Since their college seasons came to a close, some of the top NFL Draft Prospects have been training at Michael Johnson Performance (MJP) in preparation for several big events on the way to the Draft.
The INFLCR team got a front-row experience to MJP’s training programs and their athletes’ experience, with 50+ MJP athletes being active on the INFLCR app through the end of March 2019.
After successfully onboarding these athletes, Michael Johnson Performance provided those Draft Prospects with all types of content from their exciting path to the draft.
Content ranged from training videos, branded and non-branded training pictures, personalized graphics, and Senior Bowl, NFL Combine, and Draft Day photos from USA Today.
Fantastic Results: Athlete Usage
MJP partnered with INFLCR to help handle the volume of content they expected to receive from content providers this spring. INFLCR housed their content in a central location, that was then pushed to our mobile app on athletes’ phones.

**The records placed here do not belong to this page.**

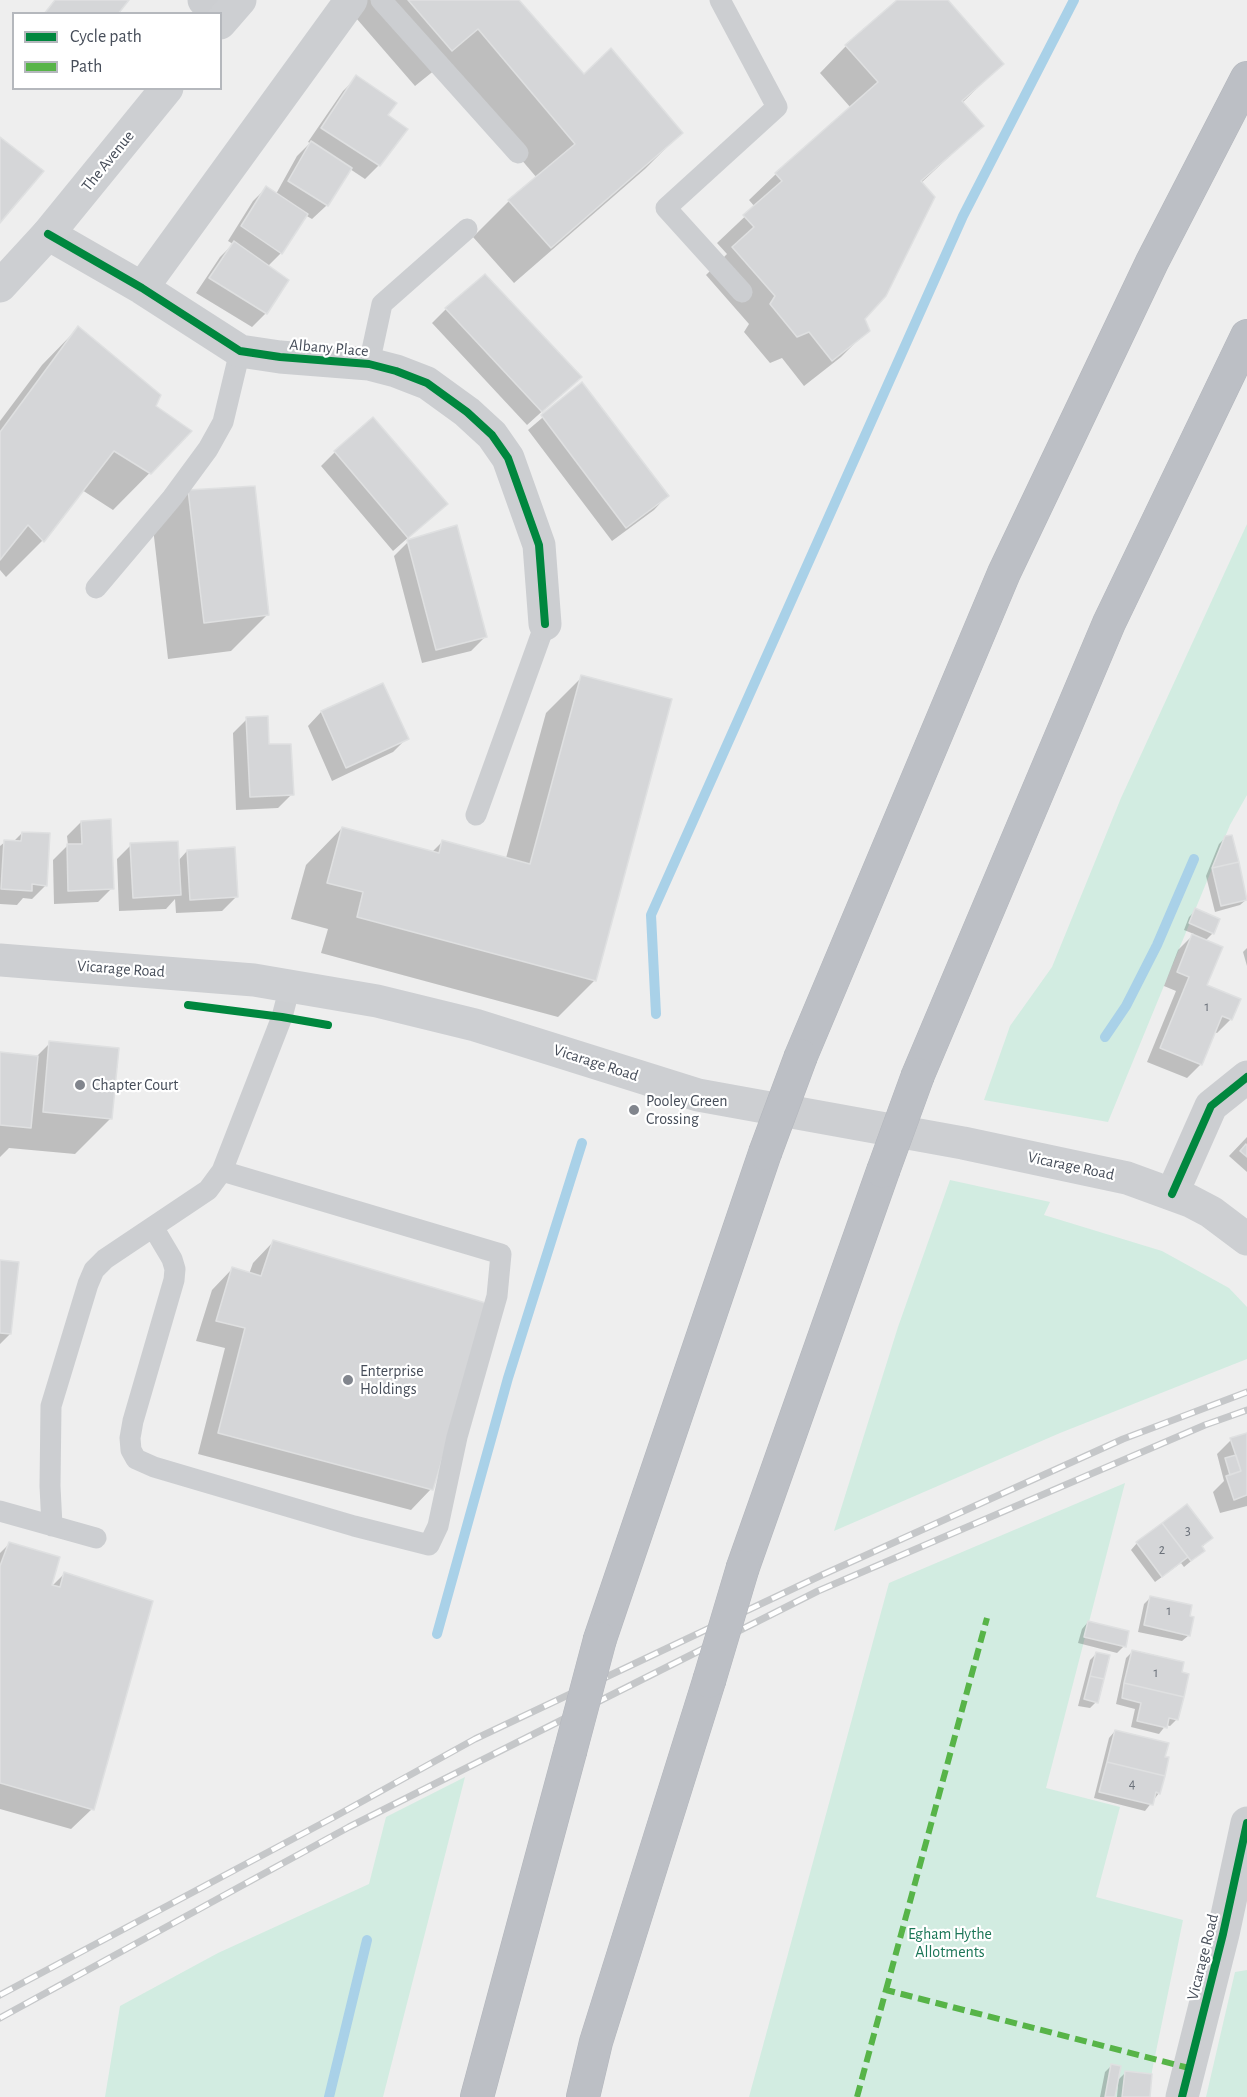 <!DOCTYPE html>
<html>
<head>
<meta charset="utf-8">
<style>
  body { margin:0 }
  #map { position:relative; width:1247px; height:2097px; overflow:hidden; background:#eee; font-family:"Alegreya Sans",sans-serif }
  canvas { display:block }
  .legend { position:absolute; left:12px; top:12px; width:210px; height:78px; box-sizing:border-box; background:#fff; border:2px solid #b5b8bd; margin:0; padding:8px 10px; list-style:none; font-size:18px; color:#464d59 }
  .legend li { display:flex; align-items:center; gap:12px; height:30px }
  .legend b { width:30px; border:2px solid #b5b8bd }
</style>
</head>
<body>
<div id="map">
<canvas width="1247" height="2097"></canvas>
<ul class="legend">
<li><b style="height:8px;background:#00873e"></b>Cycle path</li>
<li><b style="height:8px;background:#57b448"></b>Path</li>
</ul>
</div>
<script>
const ctx = document.querySelector('canvas').getContext('2d');
ctx.lineJoin = 'round';
function fillPath(path, color) { ctx.fillStyle = color; ctx.fill(path, 'evenodd'); }
const poly = rows => new Path2D(rows.map(r => 'M' + r).join(''));
function stroke(path, color, width, dash) { ctx.strokeStyle = color; ctx.lineWidth = width; ctx.lineCap = dash ? 'butt' : 'round'; ctx.setLineDash(dash || []); ctx.stroke(path); }
function drawText(font, color, halo, rows, align = 'center') {
  ctx.font = font + ' "Alegreya Sans",sans-serif'; ctx.lineWidth = 4.5; ctx.setLineDash([]); ctx.textBaseline = 'middle'; ctx.strokeStyle = halo; ctx.fillStyle = color; for (const [text, x, y, turn = 0] of rows) {
    ctx.save(); ctx.translate(x, y); ctx.rotate((+turn || 0) * Math.PI / 180); ctx.textAlign = isNaN(turn) ? turn : align; if (halo) ctx.strokeText(text, 0, 0); ctx.fillText(text, 0, 0); ctx.restore();
  }
}
fillPath(poly([
  [1247,524,1247,795,1230,825,1108,1122,984,1100,1010,1026,1052,967,1121,798],
  [950,1180,1050,1202,1044,1215,1162,1251,1229,1288,1247,1307,1247,1359,1060,1433,834,1531,898,1327],
  [1125,1483,1046,1788,1120,1807,1096,1897,1183,1920,1152,2071,1149,2097,749,2097,889,1583],
  [465,1777,383,2097,105,2097,120,2006,218,1953,369,1884,386,1817],
  [1247,1970,1247,2097,1206,2097,1235,1972]
]), '#d2ece1');
fillPath(poly([
  [361,0,517,0,584,76,681,133,645,169,514,283,473,237,509,201,537,178,441,65,415,86,350,11],
  [899,0,946,0,1002,64,962,103,982,126,921,183,863,319,868,330,841,357,804,386,782,358,770,363,744,332,749,324,706,275,727,254,717,243,755,207,749,200,776,174,851,108,820,73,846,46],
  [357,77,386,115,379,165,365,179,350,169,326,206,312,219,305,215,281,253,267,267,266,313,252,327,196,293,220,257,233,244,228,241,253,201,267,187,276,194,297,156,310,143,308,142,343,91],
  [446,309,580,377,527,425,432,323],
  [78,328,154,406,190,432,113,510,82,490,42,541,6,577,0,570,0,421,42,365],
  [582,384,667,496,654,510,612,541,528,430],
  [335,452,446,504,393,551,321,466],
  [189,491,267,615,231,651,168,659,153,528],
  [408,542,485,637,471,651,422,663,394,556],
  [582,677,595,980,558,1017,321,953,328,929,291,919,306,865,342,828,431,853,443,841,506,858,546,713],
  [382,685,407,738,393,752,332,781,308,726,321,712],
  [247,719,268,746,292,794,278,808,236,810,233,733],
  [81,822,112,888,98,902,54,904,53,860,68,845,67,836],
  [22,833,46,885,32,899,23,898,17,905,0,904,0,846,5,842,13,842],
  [1231,836,1247,899,1240,905,1215,912,1206,876,1219,844,1226,837],
  [131,845,178,861,187,851,236,897,222,911,176,913,175,899,166,909,119,911,117,859],
  [1196,910,1213,933,1205,941,1205,986,1231,1019,1217,1033,1214,1032,1201,1064,1187,1078,1147,1062,1176,991,1164,986,1178,950,1194,934,1184,930,1189,917],
  [1247,948,1247,966,1243,952],
  [50,1043,111,1118,75,1154,9,1148,0,1157,0,1053,36,1057],
  [1247,1137,1247,1172,1229,1156],
  [273,1242,431,1489,411,1510,198,1454,225,1348,196,1341,212,1290,232,1269,249,1274,253,1263],
  [0,1261,10,1334,0,1344],
  [1247,1434,1247,1506,1220,1513,1213,1492,1224,1481,1217,1454,1231,1440],
  [1211,1538,1201,1548,1203,1551,1196,1557,1184,1567,1181,1563,1155,1582,1131,1550,1137,1543],
  [10,1543,50,1588,64,1574,92,1809,71,1829,0,1809,0,1553],
  [1151,1597,1189,1635,1182,1641,1138,1632,1144,1604],
  [1088,1622,1124,1646,1117,1653,1078,1643,1082,1629],
  [1133,1651,1177,1719,1170,1726,1166,1725,1159,1734,1131,1727,1135,1709,1116,1704,1126,1658],
  [1097,1653,1096,1702,1090,1708,1078,1706,1090,1660],
  [1115,1731,1159,1793,1145,1811,1094,1798,1109,1738],
  [1111,2066,1116,2082,1125,2073,1148,2097,1117,2097,1118,2085,1116,2084,1113,2097,1100,2097,1105,2072]
]), '#0003');
stroke(poly([
  [656,1014,651,915,963,216,1074,0],
  [1105,1037,1126,1006,1157,945,1194,859],
  [437,1634,508,1378,582,1143],
  [329,2097,367,1940]
]), '#a9d1e8', 10);
const building = poly([
  [55,0,129,0,118,14,44,14,55,0],
  [408,0,519,0,584,74,611,48,683,133,551,248,508,200,575,144,478,29,452,51,408,0],
  [897,0,948,0,1004,64,962,101,984,126,921,181,935,197,886,296,865,319,870,331,832,361,809,332,797,337,770,304,775,296,732,247,754,227,743,215,782,181,775,173,878,82,845,45,897,0],
  [356,75,397,103,388,115,408,129,380,166,321,128,356,75],
  [0,137,44,171,0,223,0,137],
  [311,141,352,168,328,206,288,181,311,141],
  [266,186,308,214,282,254,241,226,266,186],
  [234,241,289,280,267,314,209,278,234,241],
  [485,274,582,377,542,412,445,308,485,274],
  [78,326,161,395,156,406,192,431,151,474,114,451,44,542,28,525,0,560,0,432,78,326],
  [582,382,669,496,626,528,541,415,582,382],
  [373,417,448,504,408,538,334,451,373,417],
  [255,486,269,615,204,623,188,490,255,486],
  [457,525,487,637,436,650,407,540,457,525],
  [581,675,672,699,596,981,357,917,363,892,327,883,342,827,439,853,442,840,530,864,581,675],
  [383,683,409,739,346,768,321,711,383,683],
  [268,716,269,744,291,744,294,795,250,797,246,717,268,716],
  [111,819,114,889,68,891,67,844,82,844,81,821,111,819],
  [22,832,50,833,47,886,32,884,32,891,1,889,4,840,21,841,22,832],
  [1232,835,1239,862,1212,868,1225,836,1232,835],
  [178,841,181,895,133,898,130,843,178,841],
  [235,847,238,897,190,900,187,850,235,847],
  [1239,862,1247,900,1221,906,1212,868,1239,862],
  [1195,908,1220,919,1214,934,1189,923,1195,908],
  [1192,934,1223,947,1207,985,1241,999,1232,1020,1222,1016,1202,1065,1160,1048,1189,977,1177,972,1192,934],
  [49,1041,119,1048,112,1119,43,1112,49,1041],
  [0,1052,38,1056,31,1128,0,1125,0,1052],
  [1246,1144,1247,1146,1247,1157,1240,1151,1246,1144],
  [273,1240,489,1304,433,1490,218,1433,245,1328,216,1321,232,1267,261,1276,273,1240],
  [0,1260,19,1262,11,1334,0,1333,0,1260],
  [1247,1433,1247,1495,1234,1500,1226,1476,1241,1471,1230,1438,1247,1433],
  [1236,1455,1241,1471,1230,1475,1225,1458,1236,1455],
  [1187,1504,1213,1538,1202,1546,1205,1551,1191,1561,1162,1523,1187,1504],
  [1162,1523,1188,1557,1162,1577,1136,1542,1162,1523],
  [9,1542,60,1557,52,1585,60,1587,64,1572,153,1601,94,1810,0,1783,0,1566,9,1542],
  [1150,1596,1192,1605,1190,1616,1194,1617,1190,1636,1144,1625,1150,1596],
  [1088,1621,1129,1631,1126,1647,1084,1637,1088,1621],
  [1132,1650,1184,1662,1182,1672,1189,1674,1184,1697,1124,1683,1132,1650],
  [1096,1652,1110,1655,1104,1679,1090,1676,1096,1652],
  [1090,1676,1104,1679,1098,1703,1084,1699,1090,1676],
  [1124,1683,1184,1697,1178,1720,1169,1718,1167,1728,1137,1721,1141,1703,1122,1698,1124,1683],
  [1115,1730,1169,1743,1165,1757,1169,1757,1165,1776,1107,1762,1115,1730],
  [1107,1762,1165,1776,1160,1794,1156,1792,1153,1805,1099,1792,1107,1762],
  [1111,2064,1121,2066,1115,2097,1105,2097,1111,2064],
  [1125,2071,1152,2074,1150,2097,1122,2097,1125,2071]
]);
fillPath(building, '#d5d6d8');
stroke(building, '#dfe0e1', 1.5);
const motorway = poly([
  [801,1056,1004,573,1152,262,1247,78],
  [918,1075,1109,623,1247,336],
  [743,1567,883,1171],
  [600,1639,765,1153],
  [477,2097,570,1752],
  [583,2097,596,2042,709,1681]
]);
stroke(motorway, '#b3b6bc', 34);
stroke(poly([
  [381,0,518,153],
  [720,0,777,107,666,208,742,292],
  [369,364,382,304,467,229],
  [96,588,172,498,208,449,223,422,240,351],
  [476,815,545,624],
  [153,1227,172,1259,175,1269,174,1280,133,1421,130,1438,131,1450,136,1459,154,1467,354,1526,429,1545,438,1526,457,1437,497,1296,501,1254,222,1171],
  [0,1511,96,1538],
  [52,1526,50,1486,51,1406,88,1284,94,1270,105,1259,208,1190,222,1171,282,1017,290,986]
]), '#ccced1', 21);
stroke(poly([
  [204,0,217,14],
  [48,234,142,288,240,351,280,357,369,364,396,371,427,383,467,412,492,435,508,458,539,545,545,624],
  [142,288,351,0],
  [1172,1194,1211,1106,1247,1077],
  [1182,2097,1223,1934,1247,1823]
]), '#ccced1', 33);
stroke(poly([
  [220,23,240,0],
  [0,286,48,234,167,88],
  [0,960,254,980,377,1001,475,1025,698,1095,963,1143,1127,1178,1190,1201,1211,1212,1247,1239]
]), '#cdcfd2', 33);
stroke(motorway, '#bcbfc5', 33);
const rail = poly([
  [0,1995,334,1817,475,1739,822,1575,1123,1439,1247,1392],
  [0,2018,349,1827,818,1591,1205,1425,1247,1410]
]);
stroke(rail, '#c5c7c9', 7);
stroke(rail, '#fff', 4.5, [14]);
const motorwayBridge = poly([
  [765,1153,801,1056],
  [883,1171,918,1075],
  [709,1681,743,1567],
  [570,1752,600,1639]
]);
stroke(motorwayBridge, '#b3b6bc', 34, []);
stroke(motorwayBridge, '#bcbfc5', 33);
stroke(poly([
  [886,1990,987,1618],
  [857,2097,886,1990,1189,2068]
]), '#57b448', 6, [12, 6]);
stroke(poly([
  [48,234,142,288,240,351,280,357,369,364,396,371,427,383,467,412,492,435,508,458,539,545,545,624],
  [188,1005,282,1017,328,1025],
  [1172,1194,1211,1106,1247,1077],
  [1182,2097,1223,1934,1247,1823]
]), '#00873e', 8);
for (const [x, y, r, color] of [
  [80,1085,6,"#81858d"],
  [634,1110,6,"#81858d"],
  [348,1380,6,"#81858d"]
]) { const dot = new Path2D(); dot.arc(x, y, r, 0, 2 * Math.PI); ctx.fillStyle = color; ctx.fill(dot); stroke(dot, '#fff', 2); }
drawText('14px', '#6b717a', null, [
  ["1",1207,1007],
  ["3",1188,1531],
  ["2",1162,1550],
  ["1",1169,1611],
  ["1",1156,1673],
  ["4",1132,1784]
]);
drawText('16px', '#464d59', '#fff', [
  ["The Avenue",108,161,-51],
  ["Albany Place",329,348,5],
  ["Vicarage Road",121,969,4],
  ["Vicarage Road",596,1063,18],
  ["Vicarage Road",1071,1166,12],
  ["Vicarage Road",1203,1957,-76]
]);
drawText('16px', '#464d59', '#fff', [
  ["Chapter Court",92,1085],
  ["Pooley Green",646,1101],
  ["Crossing",646,1119],
  ["Enterprise",360,1371],
  ["Holdings",360,1389]
], 'left');
drawText('16px', '#1b7657', '#fff', [
  ["Egham Hythe",950,1934],
  ["Allotments",950,1952]
]);
</script>
</body>
</html>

“The most difficult buffer we had to figure out with our social media this offseason was the inability for us to manage all of the content providers that want access to our facility. INFLCR was a way to control that, from start to finish,” said MJP Director of High Performance Dustin Nichols.
“From the easy onboarding of the athlete, to how easy it was for them to be able to download and share content, and for us to track all of their sharing. Now, when we partner with content producers, we can feel good about the end result being delivered to the athlete.”
Starting on January 15th and going through March 31st of 2019, these 50+ elite athletes recorded under 1400 unique app sessions on our mobile app from
That works out to about 30 app sessions per player, for a period of about 10 weeks.
These NFL-bound players were logging in and looking for photos and videos to download and share three times a week! And they downloaded over 650 unique pieces of content.
That regular activity and engagement through INFLCR’s mobile app played out as social media posts which reached over 700,000 people on Instagram and Twitter.
The reality is that these star players, like every other elite athlete playing college football, want to see dynamic content of themselves and share it with their communities.
“Everybody wants to see their pictures. Everyone wants to see how they were dressed in the pregame,” says Miami’s Michael Jackson Sr, picked by the Dallas Cowboys in the 5th round of the 2019 NFL Draft.
“I don’t care if you’re a star player, or a benchwarmer, you want to see the pictures. You want to see how you looked on the field.”
Jackson did his pre-draft training with MJP, and is able to access his content from Miami FB, MJP, and his NFL career all in one place on his INFLCR app.
Once these players have their pictures, they want to be able to express themselves with their own voice, either in showing off their personality or in delivering a bigger message.
Michael, a Birmingham native, stopped by the INFLCR’s HQ earlier this year and talked about the importance of keeping his own voice on social media:
Why Elite Athlete Training Facilities Choose INFLCR
INFLCR’s platform and mobile app deliver a one-two punch that streamline the administrative side of content management for facilities, while offering the best user experience for the star athletes training there.
That complete content management system lets training facilities like Michael Johnson Performance get maximum value from the photo and video content being produced on the way to the Draft.
From a branding standpoint, having elite athletes posting on social media about their training experience strengthens brand awareness of the facility. That’s especially the case as those athletes then get drafted, and can talk about how their training at MJP helped them prepare for the trials at the Senior Bowl and Combine.
At INFLCR, we firmly believe that people follow people, not brands. From a recruitment standpoint, next year’s “MJP trainees” are following this year’s star athletes on social, and they’re paying attention to what training at MJP looks like.
That front-row seat and personal endorsement from people they follow really does feed into a recruit’s decision on where they’ll feel most comfortable and most confident training.